• Task item: The answer must be the full listing, written out exactly.

• Records for this task:
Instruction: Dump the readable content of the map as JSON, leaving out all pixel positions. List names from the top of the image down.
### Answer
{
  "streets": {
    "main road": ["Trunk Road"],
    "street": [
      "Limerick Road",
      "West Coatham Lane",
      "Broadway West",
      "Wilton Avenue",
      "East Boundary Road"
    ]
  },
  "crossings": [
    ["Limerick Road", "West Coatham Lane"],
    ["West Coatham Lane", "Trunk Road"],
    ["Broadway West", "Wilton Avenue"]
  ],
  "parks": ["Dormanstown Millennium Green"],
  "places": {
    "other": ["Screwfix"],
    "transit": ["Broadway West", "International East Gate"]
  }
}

• Problem solution:
Instruction: Dump the readable content of the map as JSON, leaving out all pixel positions. List names from the top of the image down.
### Answer
{
  "streets": {
    "main road": ["Trunk Road"],
    "street": [
      "Limerick Road",
      "West Coatham Lane",
      "Broadway West",
      "Wilton Avenue",
      "East Boundary Road"
    ]
  },
  "crossings": [
    ["Limerick Road", "West Coatham Lane"],
    ["West Coatham Lane", "Trunk Road"],
    ["Broadway West", "Wilton Avenue"]
  ],
  "parks": ["Dormanstown Millennium Green"],
  "places": {
    "other": ["Screwfix"],
    "transit": ["Broadway West", "International East Gate"]
  }
}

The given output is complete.